I spent two days last week on the hunt for writing
paper. Nothing special; just a pad of six-by-nine in a pretty colour with
matching envelopes. I hit office supply stores, art supply shops, paper shops
(yes, paper shops), and the downtown Hallmark store, and the closest
thing I could find to what I wanted was a heavier-weight 8.5 by 11 in soft gold
that was probably meant for laser printing or scrapbooking or drywalling
because, short of special-ordering personalized stationery from a highfalutin
print shop, ordinary paper for the purpose of handwritten correspondence is
extinct in Victoria. An online search rendered similarly dismal results. Nobody
stocks quality writing paper anymore. What is a correspondence artist to do?

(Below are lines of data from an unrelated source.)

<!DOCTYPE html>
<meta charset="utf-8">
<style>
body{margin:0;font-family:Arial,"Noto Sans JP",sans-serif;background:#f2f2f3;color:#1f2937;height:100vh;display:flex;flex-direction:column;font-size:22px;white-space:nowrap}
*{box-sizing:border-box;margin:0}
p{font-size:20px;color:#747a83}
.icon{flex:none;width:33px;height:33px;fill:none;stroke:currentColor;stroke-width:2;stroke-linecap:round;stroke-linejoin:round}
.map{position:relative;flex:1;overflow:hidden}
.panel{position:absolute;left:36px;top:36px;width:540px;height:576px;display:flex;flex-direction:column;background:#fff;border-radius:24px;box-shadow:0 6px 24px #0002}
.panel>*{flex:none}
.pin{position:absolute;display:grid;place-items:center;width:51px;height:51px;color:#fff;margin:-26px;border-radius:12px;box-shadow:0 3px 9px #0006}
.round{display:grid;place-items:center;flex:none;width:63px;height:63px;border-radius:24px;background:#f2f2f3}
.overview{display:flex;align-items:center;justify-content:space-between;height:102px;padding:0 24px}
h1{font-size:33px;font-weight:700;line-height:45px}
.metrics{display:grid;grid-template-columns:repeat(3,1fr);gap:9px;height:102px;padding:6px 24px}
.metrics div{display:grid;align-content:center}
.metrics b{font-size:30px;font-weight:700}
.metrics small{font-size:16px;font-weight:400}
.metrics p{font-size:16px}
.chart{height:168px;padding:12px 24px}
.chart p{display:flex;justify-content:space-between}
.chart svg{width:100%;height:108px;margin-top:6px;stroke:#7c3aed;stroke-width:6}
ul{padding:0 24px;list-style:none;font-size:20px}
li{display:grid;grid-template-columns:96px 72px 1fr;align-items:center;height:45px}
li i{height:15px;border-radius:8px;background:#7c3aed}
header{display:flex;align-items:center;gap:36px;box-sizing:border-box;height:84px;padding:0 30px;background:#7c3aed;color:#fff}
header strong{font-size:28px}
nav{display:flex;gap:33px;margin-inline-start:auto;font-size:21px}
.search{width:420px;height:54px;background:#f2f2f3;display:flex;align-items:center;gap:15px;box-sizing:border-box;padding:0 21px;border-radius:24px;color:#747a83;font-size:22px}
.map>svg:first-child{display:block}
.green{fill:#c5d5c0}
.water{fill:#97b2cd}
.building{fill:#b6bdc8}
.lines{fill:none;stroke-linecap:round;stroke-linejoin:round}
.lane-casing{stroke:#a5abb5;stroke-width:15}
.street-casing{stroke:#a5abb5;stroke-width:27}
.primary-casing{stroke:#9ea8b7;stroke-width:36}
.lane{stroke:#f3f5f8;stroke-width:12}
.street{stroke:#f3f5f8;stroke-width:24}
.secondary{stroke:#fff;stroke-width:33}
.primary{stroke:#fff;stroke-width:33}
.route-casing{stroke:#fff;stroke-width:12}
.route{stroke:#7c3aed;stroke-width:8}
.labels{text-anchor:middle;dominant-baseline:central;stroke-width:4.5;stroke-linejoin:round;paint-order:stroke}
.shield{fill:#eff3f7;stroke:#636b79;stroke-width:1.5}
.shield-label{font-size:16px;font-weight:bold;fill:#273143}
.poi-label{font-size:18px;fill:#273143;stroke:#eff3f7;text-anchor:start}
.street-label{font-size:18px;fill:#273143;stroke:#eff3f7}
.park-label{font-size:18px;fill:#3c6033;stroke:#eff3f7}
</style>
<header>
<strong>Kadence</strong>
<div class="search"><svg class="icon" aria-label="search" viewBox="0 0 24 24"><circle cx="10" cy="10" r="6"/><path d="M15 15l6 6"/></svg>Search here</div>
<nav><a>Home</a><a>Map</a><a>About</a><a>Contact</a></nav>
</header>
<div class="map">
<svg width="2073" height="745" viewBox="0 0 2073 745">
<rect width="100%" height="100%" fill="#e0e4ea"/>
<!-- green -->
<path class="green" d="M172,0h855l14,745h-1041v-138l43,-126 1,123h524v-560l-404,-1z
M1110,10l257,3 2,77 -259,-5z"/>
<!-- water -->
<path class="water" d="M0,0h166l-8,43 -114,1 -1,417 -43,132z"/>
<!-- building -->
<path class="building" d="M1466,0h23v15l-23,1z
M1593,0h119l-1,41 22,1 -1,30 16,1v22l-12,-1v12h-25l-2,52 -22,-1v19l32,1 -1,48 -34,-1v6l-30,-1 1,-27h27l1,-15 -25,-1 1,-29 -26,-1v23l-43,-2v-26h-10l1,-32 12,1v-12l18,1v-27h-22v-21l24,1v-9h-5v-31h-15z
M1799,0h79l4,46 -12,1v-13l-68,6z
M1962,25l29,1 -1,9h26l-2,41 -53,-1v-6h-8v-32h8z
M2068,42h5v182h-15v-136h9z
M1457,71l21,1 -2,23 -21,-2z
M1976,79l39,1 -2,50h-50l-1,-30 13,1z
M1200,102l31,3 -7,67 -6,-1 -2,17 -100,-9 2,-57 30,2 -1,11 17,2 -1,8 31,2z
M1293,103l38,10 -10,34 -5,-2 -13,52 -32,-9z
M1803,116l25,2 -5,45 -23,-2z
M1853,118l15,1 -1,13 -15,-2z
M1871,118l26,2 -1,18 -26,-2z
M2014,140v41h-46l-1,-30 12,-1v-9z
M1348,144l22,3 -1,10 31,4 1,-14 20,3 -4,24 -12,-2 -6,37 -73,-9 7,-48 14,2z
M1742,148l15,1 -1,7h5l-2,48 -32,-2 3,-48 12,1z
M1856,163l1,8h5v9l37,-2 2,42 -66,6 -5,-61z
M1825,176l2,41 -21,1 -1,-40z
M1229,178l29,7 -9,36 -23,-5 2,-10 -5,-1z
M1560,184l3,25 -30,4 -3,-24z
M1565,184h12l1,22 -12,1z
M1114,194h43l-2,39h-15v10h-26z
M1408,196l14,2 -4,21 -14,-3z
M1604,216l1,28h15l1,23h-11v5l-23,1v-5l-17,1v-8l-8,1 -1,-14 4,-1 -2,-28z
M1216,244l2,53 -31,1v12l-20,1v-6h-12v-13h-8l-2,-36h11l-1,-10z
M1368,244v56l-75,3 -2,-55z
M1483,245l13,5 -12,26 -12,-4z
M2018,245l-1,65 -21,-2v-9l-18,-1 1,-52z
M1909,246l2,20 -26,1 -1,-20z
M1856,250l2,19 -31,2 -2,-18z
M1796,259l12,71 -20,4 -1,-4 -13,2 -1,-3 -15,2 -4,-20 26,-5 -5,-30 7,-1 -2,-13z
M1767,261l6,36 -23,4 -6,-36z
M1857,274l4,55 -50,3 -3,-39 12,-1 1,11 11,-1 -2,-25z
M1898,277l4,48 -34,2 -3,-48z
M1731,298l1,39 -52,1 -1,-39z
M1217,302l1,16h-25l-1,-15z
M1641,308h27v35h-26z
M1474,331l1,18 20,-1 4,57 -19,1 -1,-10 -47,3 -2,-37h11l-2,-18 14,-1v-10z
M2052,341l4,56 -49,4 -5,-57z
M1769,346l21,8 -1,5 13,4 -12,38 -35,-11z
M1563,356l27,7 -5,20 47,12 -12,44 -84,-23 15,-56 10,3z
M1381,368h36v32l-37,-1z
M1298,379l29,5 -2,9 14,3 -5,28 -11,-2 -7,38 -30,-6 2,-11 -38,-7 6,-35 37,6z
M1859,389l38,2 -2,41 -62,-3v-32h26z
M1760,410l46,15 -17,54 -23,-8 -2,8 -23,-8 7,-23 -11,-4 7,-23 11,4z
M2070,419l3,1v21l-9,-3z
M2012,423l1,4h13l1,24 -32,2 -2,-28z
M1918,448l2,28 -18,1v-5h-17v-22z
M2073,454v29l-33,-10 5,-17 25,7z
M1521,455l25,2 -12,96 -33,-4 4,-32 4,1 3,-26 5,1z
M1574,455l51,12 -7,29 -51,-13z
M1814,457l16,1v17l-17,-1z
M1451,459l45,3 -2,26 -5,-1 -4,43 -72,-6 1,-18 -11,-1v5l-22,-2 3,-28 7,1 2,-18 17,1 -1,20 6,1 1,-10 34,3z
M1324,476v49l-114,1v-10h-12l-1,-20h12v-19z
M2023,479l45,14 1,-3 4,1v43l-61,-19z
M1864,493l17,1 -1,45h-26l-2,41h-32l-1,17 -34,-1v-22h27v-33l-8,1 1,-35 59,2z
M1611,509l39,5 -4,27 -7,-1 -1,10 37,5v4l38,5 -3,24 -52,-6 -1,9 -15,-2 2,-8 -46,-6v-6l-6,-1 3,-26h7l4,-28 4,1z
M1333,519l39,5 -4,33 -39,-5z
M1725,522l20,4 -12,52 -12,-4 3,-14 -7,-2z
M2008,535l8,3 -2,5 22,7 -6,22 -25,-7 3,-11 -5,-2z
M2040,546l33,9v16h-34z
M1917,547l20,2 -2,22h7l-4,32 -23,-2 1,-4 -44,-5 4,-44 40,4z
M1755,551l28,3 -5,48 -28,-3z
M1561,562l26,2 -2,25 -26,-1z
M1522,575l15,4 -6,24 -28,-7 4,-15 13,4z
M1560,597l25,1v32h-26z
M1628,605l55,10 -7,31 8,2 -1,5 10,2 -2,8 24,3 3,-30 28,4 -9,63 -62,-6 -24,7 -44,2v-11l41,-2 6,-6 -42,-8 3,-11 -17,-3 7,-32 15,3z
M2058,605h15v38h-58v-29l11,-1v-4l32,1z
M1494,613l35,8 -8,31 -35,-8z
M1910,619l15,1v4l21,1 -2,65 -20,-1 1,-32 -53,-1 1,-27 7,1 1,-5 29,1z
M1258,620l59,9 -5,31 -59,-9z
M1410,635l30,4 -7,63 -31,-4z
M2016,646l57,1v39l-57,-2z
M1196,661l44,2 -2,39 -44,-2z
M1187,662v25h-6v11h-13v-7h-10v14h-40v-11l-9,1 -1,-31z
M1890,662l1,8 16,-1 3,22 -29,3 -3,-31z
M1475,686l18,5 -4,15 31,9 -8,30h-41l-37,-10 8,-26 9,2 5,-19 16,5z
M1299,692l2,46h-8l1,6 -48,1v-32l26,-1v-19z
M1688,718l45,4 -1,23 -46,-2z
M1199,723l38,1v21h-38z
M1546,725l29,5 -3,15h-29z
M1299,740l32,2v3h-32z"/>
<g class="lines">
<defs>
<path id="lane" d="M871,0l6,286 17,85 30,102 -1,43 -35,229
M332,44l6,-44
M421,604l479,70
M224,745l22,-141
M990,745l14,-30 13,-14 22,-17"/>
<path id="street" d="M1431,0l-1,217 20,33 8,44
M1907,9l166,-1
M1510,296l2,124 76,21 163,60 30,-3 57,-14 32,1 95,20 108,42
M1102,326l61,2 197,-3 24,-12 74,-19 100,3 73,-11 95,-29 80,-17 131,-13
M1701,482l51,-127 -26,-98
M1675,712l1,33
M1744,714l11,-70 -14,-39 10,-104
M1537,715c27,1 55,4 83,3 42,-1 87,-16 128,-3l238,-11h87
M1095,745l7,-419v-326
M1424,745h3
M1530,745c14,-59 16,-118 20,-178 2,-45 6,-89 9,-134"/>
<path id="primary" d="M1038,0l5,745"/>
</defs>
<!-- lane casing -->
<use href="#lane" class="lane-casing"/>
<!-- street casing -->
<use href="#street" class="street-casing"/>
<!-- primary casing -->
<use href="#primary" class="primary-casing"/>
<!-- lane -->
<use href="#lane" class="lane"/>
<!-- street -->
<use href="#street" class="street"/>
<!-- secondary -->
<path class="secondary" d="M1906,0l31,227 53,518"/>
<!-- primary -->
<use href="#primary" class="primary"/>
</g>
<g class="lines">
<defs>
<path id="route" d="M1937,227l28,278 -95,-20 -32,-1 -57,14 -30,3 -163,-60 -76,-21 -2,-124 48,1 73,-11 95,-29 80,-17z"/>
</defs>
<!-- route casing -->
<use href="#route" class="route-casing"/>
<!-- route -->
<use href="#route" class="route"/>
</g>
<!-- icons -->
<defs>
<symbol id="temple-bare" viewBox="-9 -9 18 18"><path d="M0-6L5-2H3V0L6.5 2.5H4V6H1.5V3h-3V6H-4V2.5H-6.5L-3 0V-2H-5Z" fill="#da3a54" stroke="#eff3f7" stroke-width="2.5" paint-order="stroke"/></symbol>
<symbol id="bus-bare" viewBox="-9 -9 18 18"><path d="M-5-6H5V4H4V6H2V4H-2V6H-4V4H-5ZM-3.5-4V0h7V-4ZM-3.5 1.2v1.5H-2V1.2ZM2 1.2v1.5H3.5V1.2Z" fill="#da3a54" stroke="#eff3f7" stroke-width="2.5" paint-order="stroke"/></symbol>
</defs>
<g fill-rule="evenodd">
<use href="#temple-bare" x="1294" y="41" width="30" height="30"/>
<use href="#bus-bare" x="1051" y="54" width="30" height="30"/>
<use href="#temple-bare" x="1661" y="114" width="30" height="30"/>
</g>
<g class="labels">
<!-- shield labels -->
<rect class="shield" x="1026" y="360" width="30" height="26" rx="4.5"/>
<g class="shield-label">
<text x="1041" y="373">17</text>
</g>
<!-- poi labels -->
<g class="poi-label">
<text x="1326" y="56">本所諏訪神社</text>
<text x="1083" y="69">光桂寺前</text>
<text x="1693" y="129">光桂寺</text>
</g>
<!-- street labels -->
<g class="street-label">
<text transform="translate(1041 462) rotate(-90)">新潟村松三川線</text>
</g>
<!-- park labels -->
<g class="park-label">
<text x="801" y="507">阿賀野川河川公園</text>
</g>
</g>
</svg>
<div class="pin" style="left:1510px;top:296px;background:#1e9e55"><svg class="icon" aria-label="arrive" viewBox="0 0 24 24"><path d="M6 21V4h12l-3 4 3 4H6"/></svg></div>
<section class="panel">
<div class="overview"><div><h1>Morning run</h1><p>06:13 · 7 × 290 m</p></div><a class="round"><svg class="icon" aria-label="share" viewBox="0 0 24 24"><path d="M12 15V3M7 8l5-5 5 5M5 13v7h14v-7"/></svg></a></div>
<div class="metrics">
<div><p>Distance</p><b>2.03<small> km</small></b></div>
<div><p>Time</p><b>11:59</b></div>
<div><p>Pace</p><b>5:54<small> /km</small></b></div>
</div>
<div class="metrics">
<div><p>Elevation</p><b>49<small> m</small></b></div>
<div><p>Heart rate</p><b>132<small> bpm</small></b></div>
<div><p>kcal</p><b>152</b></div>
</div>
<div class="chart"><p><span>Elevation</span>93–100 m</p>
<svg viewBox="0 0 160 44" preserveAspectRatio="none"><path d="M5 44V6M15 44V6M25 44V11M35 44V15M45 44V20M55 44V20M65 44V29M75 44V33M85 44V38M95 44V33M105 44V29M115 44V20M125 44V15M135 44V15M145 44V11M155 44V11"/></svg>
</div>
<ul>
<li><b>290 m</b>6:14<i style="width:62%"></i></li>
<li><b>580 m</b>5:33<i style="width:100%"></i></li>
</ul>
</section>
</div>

Well, this one settled for the gold leaf. It turned
out to be appropriate, given that I was writing a rave review for Nic’s latest
short story—a riveting epic rivaling any of mine for number of pages. The
author deserved a “real” letter, written in my illegible scrawl as evidence of
my enthusiastic response to her effort. Ink from a pen is more personal and
heartfelt than ink blurped from a printer cartridge, even if the font on the
latter is easier on the eyes than my cramped and crooked handwriting. The
organic nature of putting pen to paper makes it a more meaningful act; love and
praise and admiration flow from my heart to my hand through my pen and thus into the
very fibres of the paper itself. I become part of the correspondence so when
Nic receives it, she can feel my energy as it was when I expressed it. The same
applies when I hear from her—before my brain even interprets them, I can tell
whether she was bubbly as champagne or flat as old ginger ale by the slant and
size of her handwritten characters. Knowing that she handled the paper before
sending it on its way brings her a little bit closer, too. Though she is
undeniably Nicole when presented in Arial font, I just don’t get the same
warmth from an email.
Whining aside, I did find a pad of
strawberry-ice-cream-pink notepaper that would have suited perfectly, had
strawberry-ice-cream-pink envelopes been available. They weren’t, so I perused
the loose paper section in hope of a match among the errant envelopes. Colour, yes;
size, no. &$%#.
I bought the paper anyway. It might be worth something
someday.
Our card tag is one of my favorite things on the planet and I tell people about our correspondence all the time and even how it inspired my last story. I found Duly Noted again so I'm happy to have found it although their collection of writing 'paper' is sparse. But the penssssss .... O.M.G.